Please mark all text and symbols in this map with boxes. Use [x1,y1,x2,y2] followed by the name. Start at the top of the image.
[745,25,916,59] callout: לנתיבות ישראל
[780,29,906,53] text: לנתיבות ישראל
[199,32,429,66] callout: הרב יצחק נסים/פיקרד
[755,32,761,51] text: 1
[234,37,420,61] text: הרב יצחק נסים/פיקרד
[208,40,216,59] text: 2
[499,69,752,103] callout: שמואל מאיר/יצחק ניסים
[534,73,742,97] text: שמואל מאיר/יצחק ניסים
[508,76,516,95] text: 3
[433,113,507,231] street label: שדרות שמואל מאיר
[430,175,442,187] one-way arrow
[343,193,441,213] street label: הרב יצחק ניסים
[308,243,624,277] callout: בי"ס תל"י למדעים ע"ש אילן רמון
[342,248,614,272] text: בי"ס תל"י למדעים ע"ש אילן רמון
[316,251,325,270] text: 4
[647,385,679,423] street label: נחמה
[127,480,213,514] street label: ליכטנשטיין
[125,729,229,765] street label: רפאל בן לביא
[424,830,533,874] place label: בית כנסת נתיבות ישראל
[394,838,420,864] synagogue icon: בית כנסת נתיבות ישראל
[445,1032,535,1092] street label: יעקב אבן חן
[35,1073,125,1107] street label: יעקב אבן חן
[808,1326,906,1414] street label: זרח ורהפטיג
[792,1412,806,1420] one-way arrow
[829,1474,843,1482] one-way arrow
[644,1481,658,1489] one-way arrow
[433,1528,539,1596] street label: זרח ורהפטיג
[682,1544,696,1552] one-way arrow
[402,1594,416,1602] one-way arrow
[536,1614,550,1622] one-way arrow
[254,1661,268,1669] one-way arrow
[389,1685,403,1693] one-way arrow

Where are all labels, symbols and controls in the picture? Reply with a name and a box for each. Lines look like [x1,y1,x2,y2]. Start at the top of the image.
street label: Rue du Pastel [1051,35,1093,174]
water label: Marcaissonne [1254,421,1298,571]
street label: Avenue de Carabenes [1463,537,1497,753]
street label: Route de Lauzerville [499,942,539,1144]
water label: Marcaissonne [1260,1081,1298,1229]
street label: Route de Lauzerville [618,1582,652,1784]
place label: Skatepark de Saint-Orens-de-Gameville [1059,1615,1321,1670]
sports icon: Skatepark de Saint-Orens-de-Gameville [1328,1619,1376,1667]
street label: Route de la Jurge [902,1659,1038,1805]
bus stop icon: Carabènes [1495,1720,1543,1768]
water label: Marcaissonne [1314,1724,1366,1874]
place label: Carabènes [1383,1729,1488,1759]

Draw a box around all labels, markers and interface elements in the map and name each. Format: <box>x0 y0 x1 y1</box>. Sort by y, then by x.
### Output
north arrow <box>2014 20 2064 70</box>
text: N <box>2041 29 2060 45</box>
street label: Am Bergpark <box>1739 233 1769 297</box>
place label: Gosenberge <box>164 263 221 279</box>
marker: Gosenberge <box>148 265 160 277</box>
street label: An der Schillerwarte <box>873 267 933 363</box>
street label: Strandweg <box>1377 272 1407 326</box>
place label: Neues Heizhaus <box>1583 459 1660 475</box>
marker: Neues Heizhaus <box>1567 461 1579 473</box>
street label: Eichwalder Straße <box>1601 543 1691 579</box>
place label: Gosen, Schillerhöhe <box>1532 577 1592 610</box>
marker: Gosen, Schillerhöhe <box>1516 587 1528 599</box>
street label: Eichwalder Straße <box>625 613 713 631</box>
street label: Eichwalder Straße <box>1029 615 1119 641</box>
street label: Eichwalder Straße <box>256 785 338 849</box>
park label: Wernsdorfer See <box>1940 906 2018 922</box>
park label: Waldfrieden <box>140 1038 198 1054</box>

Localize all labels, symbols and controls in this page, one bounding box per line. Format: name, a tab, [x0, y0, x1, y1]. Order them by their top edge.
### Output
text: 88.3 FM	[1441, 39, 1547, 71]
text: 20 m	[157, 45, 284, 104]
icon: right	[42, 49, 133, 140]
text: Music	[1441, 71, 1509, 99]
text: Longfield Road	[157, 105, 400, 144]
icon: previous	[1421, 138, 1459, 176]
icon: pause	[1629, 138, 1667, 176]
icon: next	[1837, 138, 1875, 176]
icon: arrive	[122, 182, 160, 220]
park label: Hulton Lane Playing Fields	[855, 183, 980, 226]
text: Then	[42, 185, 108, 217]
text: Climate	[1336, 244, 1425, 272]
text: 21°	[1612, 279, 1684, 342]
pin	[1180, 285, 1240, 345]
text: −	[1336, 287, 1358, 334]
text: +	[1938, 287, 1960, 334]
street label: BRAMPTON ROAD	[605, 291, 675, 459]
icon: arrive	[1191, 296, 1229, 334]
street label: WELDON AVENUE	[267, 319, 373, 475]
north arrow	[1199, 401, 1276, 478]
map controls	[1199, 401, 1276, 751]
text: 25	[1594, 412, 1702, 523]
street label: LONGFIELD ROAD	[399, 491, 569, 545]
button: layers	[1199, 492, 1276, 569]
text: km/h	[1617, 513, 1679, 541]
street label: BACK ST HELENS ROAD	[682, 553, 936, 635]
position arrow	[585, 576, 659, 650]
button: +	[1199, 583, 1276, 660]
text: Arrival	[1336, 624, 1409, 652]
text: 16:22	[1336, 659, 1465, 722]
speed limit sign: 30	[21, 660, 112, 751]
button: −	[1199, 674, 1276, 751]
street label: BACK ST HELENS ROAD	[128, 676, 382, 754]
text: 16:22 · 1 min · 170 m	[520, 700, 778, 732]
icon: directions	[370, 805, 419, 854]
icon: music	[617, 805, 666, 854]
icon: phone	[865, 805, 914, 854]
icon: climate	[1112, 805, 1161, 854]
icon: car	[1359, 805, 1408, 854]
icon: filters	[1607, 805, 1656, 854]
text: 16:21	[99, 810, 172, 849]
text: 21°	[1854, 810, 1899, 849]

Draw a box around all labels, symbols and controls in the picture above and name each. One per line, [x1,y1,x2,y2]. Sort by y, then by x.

Task to complete: Copy out all lines above that include the string "Sort".

Task result:
Draw a box around all labels, markers and interface elements in the map and name each. Format: <box>x0 y0 x1 y1</box>. Sort by y, then by x.
Draw a box around all labels, symbols and controls in the picture above and name each. One per line, [x1,y1,x2,y2]. Sort by y, then by x.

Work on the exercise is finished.